Mozart: Piano Concerto No. 9 “Jenamy”
R. Strauss:  Alpine Symphony

A mystery was solved about ten years ago when the identity of the French pianist for whom Mozart wrote his 9th Piano Concerto, which had baffled Mozart scholars, was discovered. The work had hitherto been known as the “Jeunehomme” Concerto, referring to Mozart’s tender age of 21 when he composed the piece. It now transpires (from research by a Viennese musicologist) that the mystery woman was actually one Victoire Jenamy, a daughter of Jean George Noverre, a famous dancer who was one of Mozart’s friends, and it was she or her father who commissioned the concerto in Vienna in 1776.

Alfred Brendel played this concerto at his final public appearance in Vienna and called it “one of the greatest wonders of the world.” Einstein had dubbed it “Mozart’s ‘Eroica’”.  I am not sure I can be quite as effusive in my praise. The work may well, for its time, have few predecessors as far as mastery of orchestration and innovation is concerned. And perhaps it is one of Mozart’s finest works which he never surpassed, but this performance left me rather cold. Its acclaimed melodic exuberance failed to bowl me over: it was all quite sprightly and charming, soloist Alexandre Tharaud sensitive and nimble throughout (the Andantino played with considerable poise), with deft accompaniment from a very much reduced orchestra, but the performance was simply a titbit for the main meal of the evening, the Alpine Symphony.  

Tobias Melle is a photographer and musician and he takes photographs to match certain classical works, such as Mendelssohn’s “Scottish Symphony”, Tchaikovsky’s “Fifth”, Vivaldi’s “Four Seasons” and Dvorak’s “New World” .  In about 2000 he set about taking photos of the Bavarian Alps, having been granted a special permit by the local authorities to wander and camp in remote areas.
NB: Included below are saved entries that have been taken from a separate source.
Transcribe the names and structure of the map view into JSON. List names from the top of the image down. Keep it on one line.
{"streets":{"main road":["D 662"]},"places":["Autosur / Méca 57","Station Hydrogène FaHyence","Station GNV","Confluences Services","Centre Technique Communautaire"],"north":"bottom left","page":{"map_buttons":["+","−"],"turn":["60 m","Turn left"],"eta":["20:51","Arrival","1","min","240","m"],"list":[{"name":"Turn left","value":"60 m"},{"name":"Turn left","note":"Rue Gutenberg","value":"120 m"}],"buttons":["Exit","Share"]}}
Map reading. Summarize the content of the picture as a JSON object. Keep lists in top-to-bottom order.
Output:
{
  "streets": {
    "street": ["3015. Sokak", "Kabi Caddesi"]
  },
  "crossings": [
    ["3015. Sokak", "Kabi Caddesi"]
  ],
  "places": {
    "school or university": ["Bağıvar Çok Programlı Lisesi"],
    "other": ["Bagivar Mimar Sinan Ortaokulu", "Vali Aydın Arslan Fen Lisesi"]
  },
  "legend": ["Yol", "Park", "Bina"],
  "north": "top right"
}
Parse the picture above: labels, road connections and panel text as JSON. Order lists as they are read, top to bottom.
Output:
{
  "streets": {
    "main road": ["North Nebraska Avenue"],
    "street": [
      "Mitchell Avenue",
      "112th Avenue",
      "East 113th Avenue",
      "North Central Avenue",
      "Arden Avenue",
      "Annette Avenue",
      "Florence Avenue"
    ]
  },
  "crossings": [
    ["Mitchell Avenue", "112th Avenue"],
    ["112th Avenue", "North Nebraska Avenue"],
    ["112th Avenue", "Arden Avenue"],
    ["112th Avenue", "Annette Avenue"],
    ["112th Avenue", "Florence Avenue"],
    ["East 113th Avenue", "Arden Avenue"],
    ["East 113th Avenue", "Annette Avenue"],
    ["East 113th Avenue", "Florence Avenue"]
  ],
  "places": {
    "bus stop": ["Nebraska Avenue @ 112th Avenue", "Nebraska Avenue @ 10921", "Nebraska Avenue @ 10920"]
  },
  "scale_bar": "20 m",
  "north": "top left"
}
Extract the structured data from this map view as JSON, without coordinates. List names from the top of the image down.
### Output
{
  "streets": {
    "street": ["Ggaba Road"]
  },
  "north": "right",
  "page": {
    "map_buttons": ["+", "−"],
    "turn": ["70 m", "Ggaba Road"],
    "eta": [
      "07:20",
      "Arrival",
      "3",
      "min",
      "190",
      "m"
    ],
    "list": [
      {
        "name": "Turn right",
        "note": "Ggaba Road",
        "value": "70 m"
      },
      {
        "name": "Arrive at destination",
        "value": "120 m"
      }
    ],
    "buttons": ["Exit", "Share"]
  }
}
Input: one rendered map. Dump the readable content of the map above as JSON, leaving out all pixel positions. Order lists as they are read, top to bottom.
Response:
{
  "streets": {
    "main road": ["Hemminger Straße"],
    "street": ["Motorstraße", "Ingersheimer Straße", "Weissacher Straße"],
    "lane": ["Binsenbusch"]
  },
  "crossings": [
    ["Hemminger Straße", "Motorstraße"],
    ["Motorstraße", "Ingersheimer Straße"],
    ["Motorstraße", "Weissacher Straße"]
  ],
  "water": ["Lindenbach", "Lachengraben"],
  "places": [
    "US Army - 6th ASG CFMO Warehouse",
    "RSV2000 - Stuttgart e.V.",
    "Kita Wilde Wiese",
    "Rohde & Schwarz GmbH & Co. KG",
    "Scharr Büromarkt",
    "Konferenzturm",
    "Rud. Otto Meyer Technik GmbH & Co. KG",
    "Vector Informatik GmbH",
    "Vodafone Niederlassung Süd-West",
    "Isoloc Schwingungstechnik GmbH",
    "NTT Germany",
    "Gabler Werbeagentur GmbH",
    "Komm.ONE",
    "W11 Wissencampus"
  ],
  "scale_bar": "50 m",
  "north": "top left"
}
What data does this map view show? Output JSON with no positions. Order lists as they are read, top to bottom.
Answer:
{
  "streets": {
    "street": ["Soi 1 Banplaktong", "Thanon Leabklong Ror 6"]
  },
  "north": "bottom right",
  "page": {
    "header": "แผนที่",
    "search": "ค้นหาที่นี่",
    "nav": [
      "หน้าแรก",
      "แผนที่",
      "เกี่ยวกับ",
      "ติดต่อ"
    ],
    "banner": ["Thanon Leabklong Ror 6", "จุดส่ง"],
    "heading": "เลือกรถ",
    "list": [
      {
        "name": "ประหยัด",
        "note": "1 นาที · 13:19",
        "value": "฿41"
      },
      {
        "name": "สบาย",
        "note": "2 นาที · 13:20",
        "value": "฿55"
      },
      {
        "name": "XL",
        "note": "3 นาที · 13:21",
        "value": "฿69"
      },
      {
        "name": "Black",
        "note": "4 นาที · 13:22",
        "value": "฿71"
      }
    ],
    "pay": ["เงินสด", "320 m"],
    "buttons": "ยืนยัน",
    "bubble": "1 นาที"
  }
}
The venture took him three years, climbing different peaks, in varied weather conditions, and lugging 35 kilos of equipment in his rucksack. The first performance was in Munich in 2003. The resultant photos are utterly spectacular and blend perfectly with the music (especially sunrise, sunset, the storm and the glacier scenes), though by the end of the evening I did not want to see another mountain for a while.

David Zinman retires as the orchestra’s Chief Conductor at the end of this season and he is using his final year to revisit some of his favourite pieces and composers. This was audibly one of them, and his fine performance can be heard on a 2006 DVD and seen with Tobias Melle’s awe-inspiring photos.

The huge orchestra filled the whole stage, complete with two timpanists, organist, celesta, two wind machines, Wagner horns, cowbells and offstage brass.

The piece started in almost pitch darkness. The hall’s chandeliers were switched off as were the orchestra’s music-stand lights and the piece grew eerily out of the darkness, as dawn came slowly to the mountains on the huge screen behind the orchestra. Before the sun appeared in all its visual and sonic glory, the players had been granted dim lighting with which to see their scores. I cannot think of a more appropriate piece which is suited to photographic accompaniment and, for most of the time, this enhanced my enjoyment of the work. Each slide was perfectly timed, whether the fauna and flora of the area, the jagged peaks, the wizened local farmer, the Alpine meadows, the waterfalls and the breathtaking panoramas. Zinman and his orchestra played magnificently throughout; there was a sense of a special occasion. As the evening sun set, the hall seemed to be bathed in golden light. As night approached, the moon and the stars came out and the hall and orchestra were again thrust into total blackness.